Он рассмеялся, потому что такой выход показался ему весьма хитроумным:
– Какая забавная чушь! Значит, ты бежал из подземного мира, вырыв подземный ход.
– Приблизительно так.
– А потом?
– Ты не поверишь, если я расскажу тебе о бесчисленных народах, живущих у нас под ногами. Большинство этих племен враждуют с тектонами, но есть там и их союзники, и подчиненные им народы. Я блуждал очень долго, минуя одну подземную страну за другой, пытаясь найти дорогу в Субуру, и наконец в удивительном месте, удаленном от поверхности земли не менее, чем от владений тектоников, нашел подругу, которая помогла мне вернуться в наш мир, – Прозерпину.
– Богиню подземного царства?
– Нет. Это удивительное создание – не богиня, но и не человек. Она живет в полном одиночестве. Я дал ей это имя потому, что ее собственное невозможно произнести, и потому, что, подобно богине Прозерпине, которая иногда воскрешает мертвых и возвращает их к жизни, она помогла мне вернуться домой. Это очень мудрый дух.
– Выпьем же за нее, раз она вернула нашего подземного Одиссея домой.
Удовлетворив свое любопытство, он перешел к более практическим вопросам:
– Как зовут генерала тектонов, которого я должен победить?

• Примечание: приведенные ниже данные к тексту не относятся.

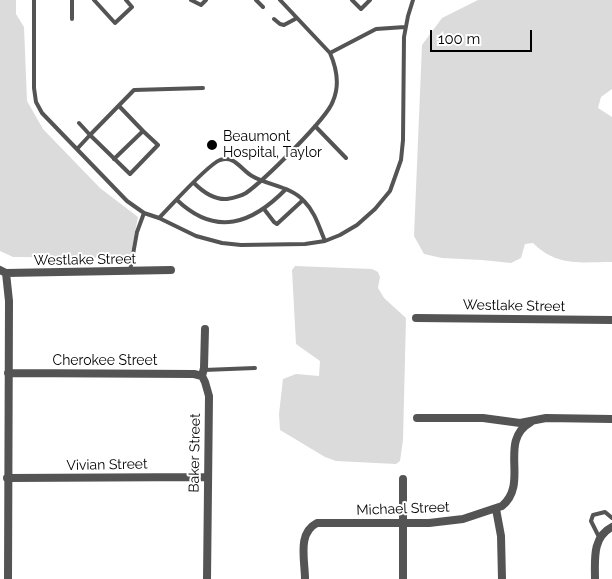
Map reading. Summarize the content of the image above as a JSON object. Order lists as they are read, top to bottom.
{
  "streets": {
    "street": [
      "Westlake Street",
      "Cherokee Street",
      "Baker Street",
      "Vivian Street",
      "Michael Street"
    ]
  },
  "crossings": [
    ["Cherokee Street", "Baker Street"],
    ["Baker Street", "Vivian Street"]
  ],
  "places": ["Beaumont Hospital, Taylor"],
  "scale_bar": "100 m"
}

– У них нет постоянного командования, их представление о власти и славе не имеет ничего общего с нашим.
– И кто же тогда отдает приказы?
– Вождем на некоторое время может стать любой. Но если ты спрашиваешь меня, как передвигаются их когорты на поле боя, то они решают тактические вопросы все вместе и делают это так, что человеческий глаз ничего не замечает.

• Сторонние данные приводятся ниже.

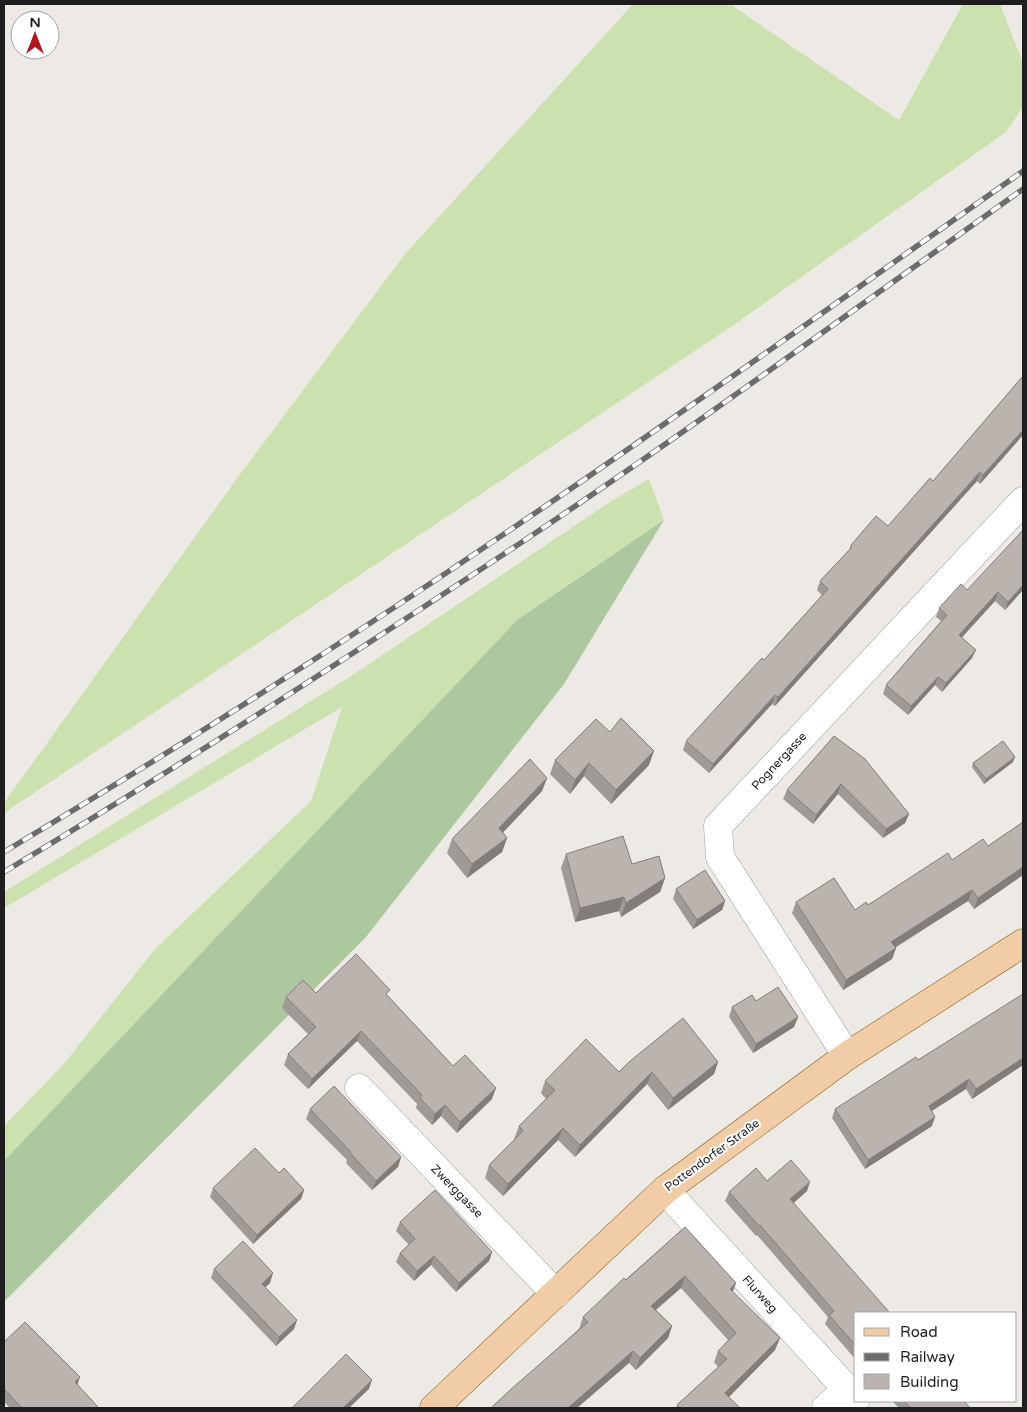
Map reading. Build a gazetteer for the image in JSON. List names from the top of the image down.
{
  "streets": {
    "main road": ["Pottendorfer Straße"],
    "street": ["Pognergasse", "Zwerggasse", "Flurweg"]
  },
  "crossings": [
    ["Pognergasse", "Pottendorfer Straße"],
    ["Pottendorfer Straße", "Zwerggasse"],
    ["Pottendorfer Straße", "Flurweg"]
  ],
  "legend": ["Road", "Railway", "Building"],
  "north": "top"
}
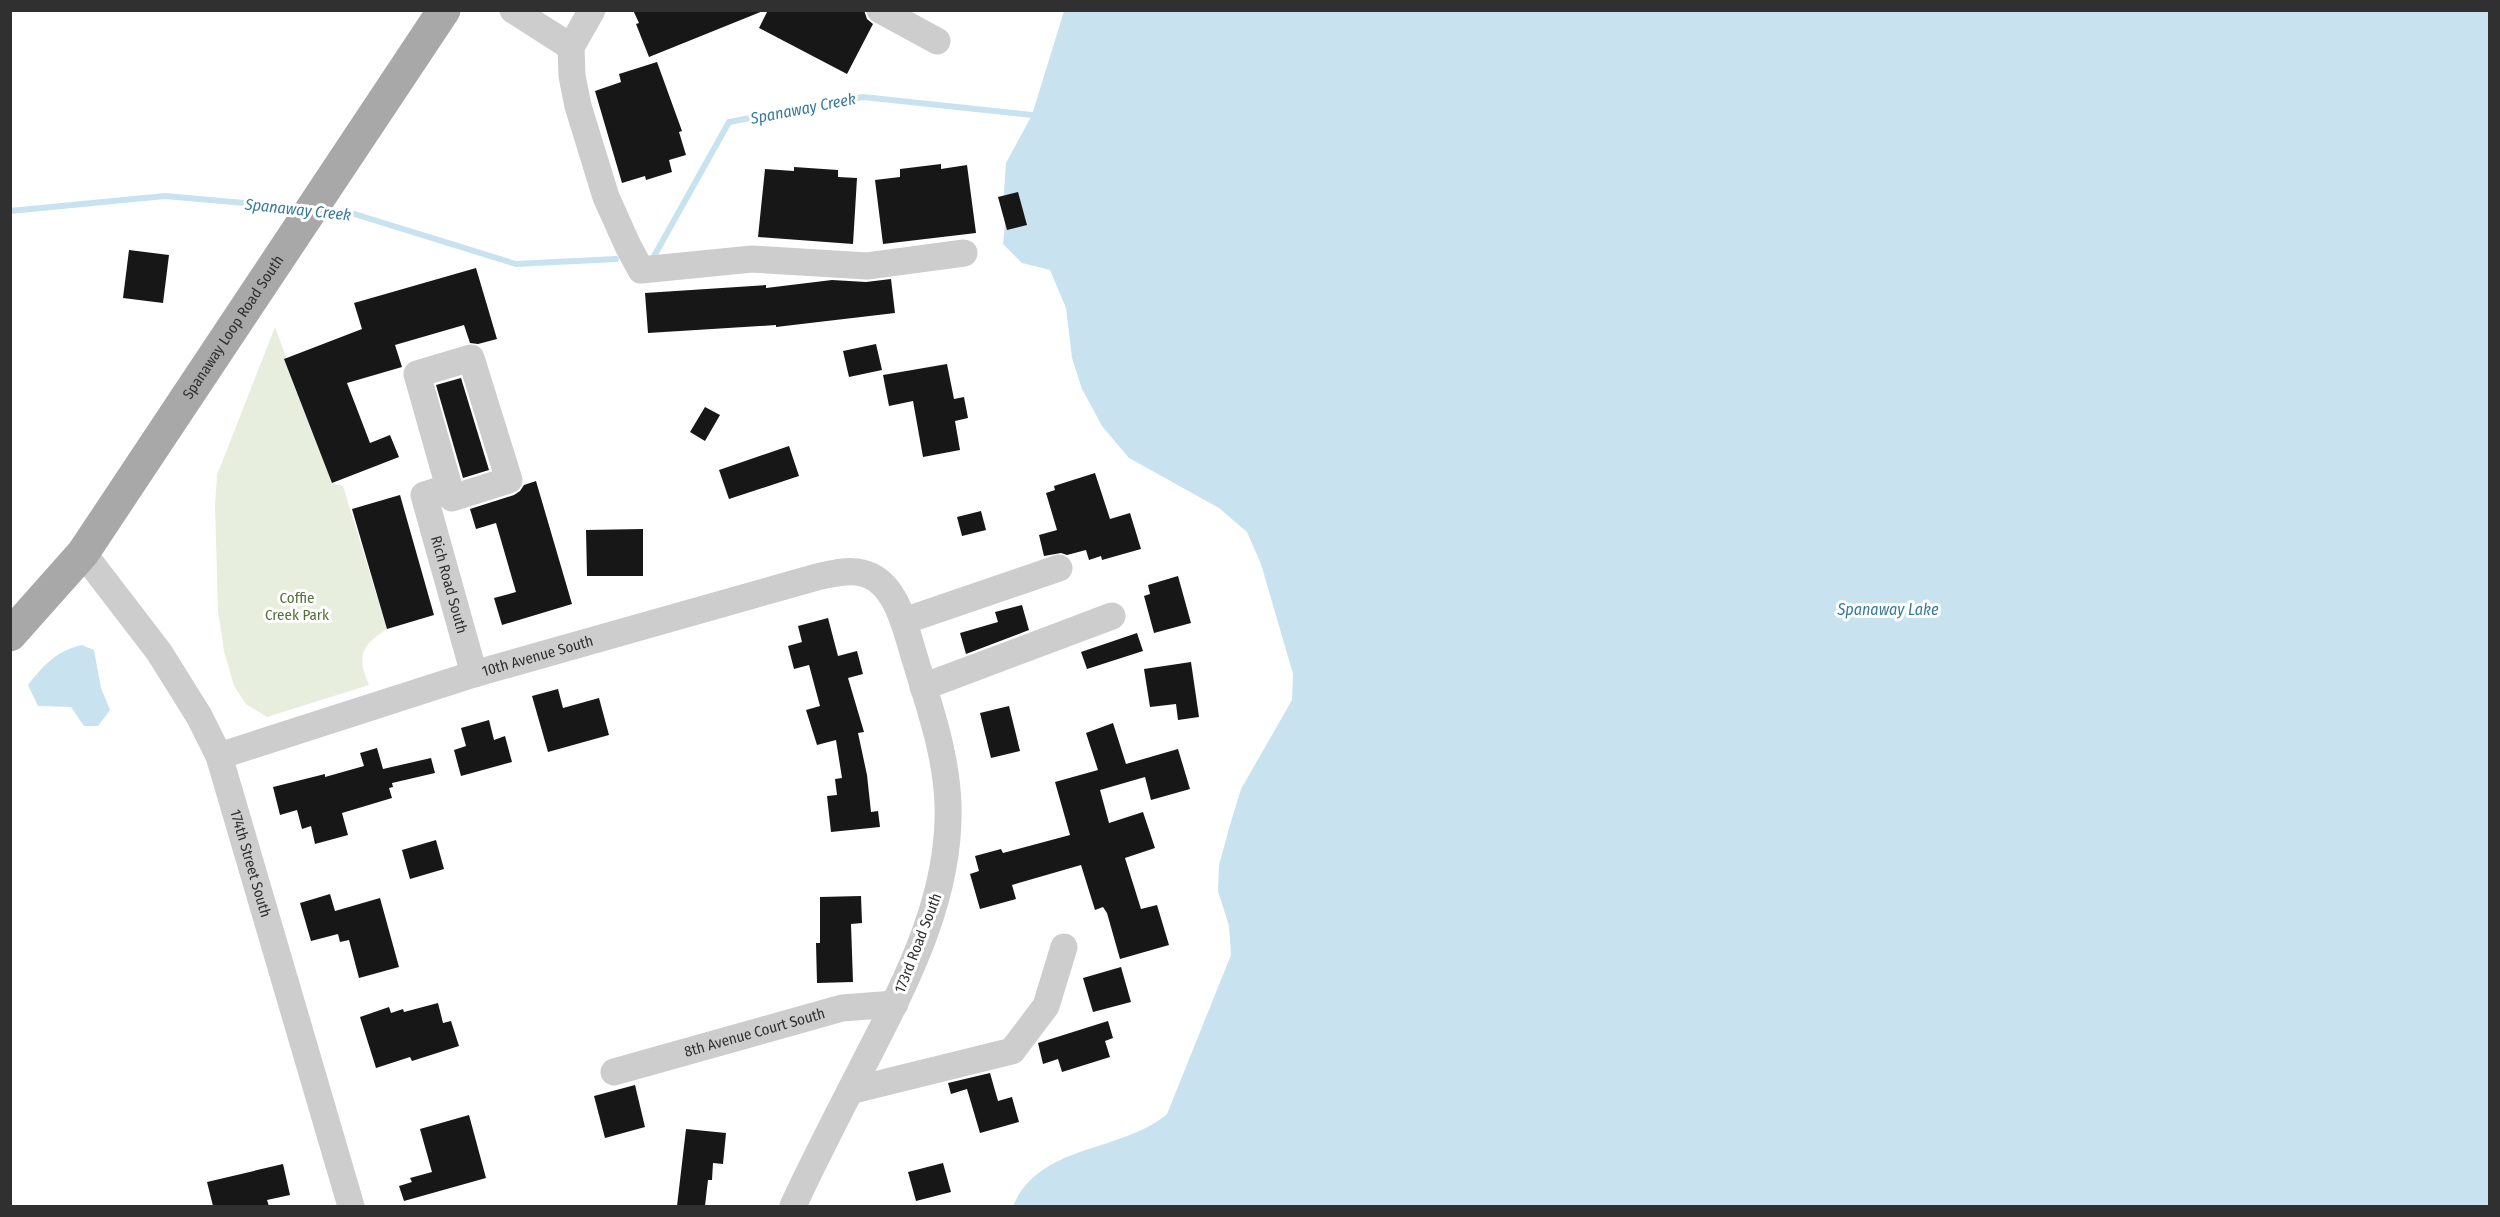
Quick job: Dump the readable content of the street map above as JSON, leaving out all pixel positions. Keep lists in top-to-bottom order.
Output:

Поскольку Цезарь меня не понимал, что, впрочем, было совершенно естественно, я постарался выразиться яснее:
– В небе нет ничего прекраснее и слаженнее, чем стая черных скворцов, которая рисует в воздухе свои фигуры. Однако никто этим движением не управляет.
– И это, – заключил Цезарь задумчиво, – в военном деле может быть очень полезно.
– Само собой разумеется. Их строй во время битвы кажется одним бойцом: все их солдаты поднимают щиты как один – такая слаженность людям недоступна. Они могут наносить удары одновременно, наступать или отступать как один единый организм. Но на сей раз, – согласился с ним я, – у них действительно есть тектон, который возглавляет поход, по имени Нестедум.
– Расскажи мне о нем.
– Он немного отличается от остальных. Им движет жажда познания, и его индивидуализм превышает норму. Именно поэтому он первым открыл дорогу на поверхность, в наш мир, – вздохнул я. – И из-за этого, из-за своего стремления изменить существующие порядки, он так для нас опасен. Ему удается совершенствовать устарелые правила тектонской республики.
– Продолжай.
– Он нас ненавидит. Ненавидит меня. Долгих семь лет мы с ним играли в прятки. Нестедум меня пытал, я от него убегал, и он преследовал меня в тысяче миров. Из-за него я испытал страшные и позорные мучения, но и ему пришлось страдать, хотя и не так сильно, как мне бы хотелось.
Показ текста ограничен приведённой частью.